Alzheimer's disease (AD) is a progressive neurodegenerative disease and one of the most common causes of dementia with devastating morbidity and mortality1. AD is characterized by escalating cognitive decline, commonly anterograde amnestic cognitive impairments. Patients present with varying manifestations depending on the disease stage and primarily affected structures2. However, AD patients frequently present with deficits in recognition memory3, which notably can occur in prodromal stages as an early cognitive symptom4,5. Therefore, altered recognition memory is potentially associated with changes in regions' activities earlier than significant changes in volume or architecture, which could serve as biomarkers.
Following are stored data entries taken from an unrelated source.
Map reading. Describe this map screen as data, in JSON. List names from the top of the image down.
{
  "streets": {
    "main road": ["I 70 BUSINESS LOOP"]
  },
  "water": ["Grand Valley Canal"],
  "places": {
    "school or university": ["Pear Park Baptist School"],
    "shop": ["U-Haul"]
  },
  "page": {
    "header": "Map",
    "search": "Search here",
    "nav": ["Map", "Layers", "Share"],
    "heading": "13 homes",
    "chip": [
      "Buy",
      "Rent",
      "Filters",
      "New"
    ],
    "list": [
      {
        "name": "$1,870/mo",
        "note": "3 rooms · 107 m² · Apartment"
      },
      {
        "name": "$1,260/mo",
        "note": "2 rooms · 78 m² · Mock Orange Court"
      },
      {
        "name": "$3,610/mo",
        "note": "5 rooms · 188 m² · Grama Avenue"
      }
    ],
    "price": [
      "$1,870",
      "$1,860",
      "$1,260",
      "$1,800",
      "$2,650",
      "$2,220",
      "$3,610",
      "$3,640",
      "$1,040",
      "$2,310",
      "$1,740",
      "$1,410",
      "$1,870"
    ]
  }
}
Several hypotheses have been introduced to explain the etiopathogenesis and clinical course of AD. The amyloid hypothesis is a widely accepted explanation based on extracellular aggregation and deposition of amyloid-beta peptides (Aβ) as a causal factor in AD6. The Aβ interferes with neuronal homeostasis, causes synaptic dysfunction and dysregulated neural excitability7, and triggers other pathological events8,9, leading to cognitive impairments. Compelling evidence demonstrated that cognitive impairment in AD might not be related to neuronal degeneration alone but also occur due to deficits in synchronized neural activities10,11. However, little is known about neural connectivity in circuits related to recognition memory.
Organized communications and information transfer during memory processes in both local circuits and distant networks in the brain are allocated by synchronized rhythmic activities10. AD is associated with significantly disrupted connectivity in such neuronal communications12, which can be present from early preclinical stages before progression to overt Alzheimer's dementia13. Notably, AD tends to involve specific neural assemblies and networks that are more vulnerable to Aβ aggregates14. Two structures that are proposed affected in AD early stages are the entorhinal cortex (EC)15and hippocampus (HPC)16, both pivotal for proper memory functions, notably, object recognition17. Functional and structural changes in EC and HPC can be detected years before significant clinical symptoms, and therefore, suggested as potential biomarkers for AD diagnosis18.
Recent evidence indicates that olfactory network dysfunction may precede hippocampal formation damages19,20,21. Olfactory dysfunction is shown to be present as a disturbed sense of smell, proposed as an early sign of neurodegenerative diseases, including AD21. Functional changes in the olfactory system, particularly the olfactory bulb (OB), are shown in AD patients, with or even without smell problems21. Thus, OB can be a key candidate for investigating early functional changes in the brain induced by AD pathology.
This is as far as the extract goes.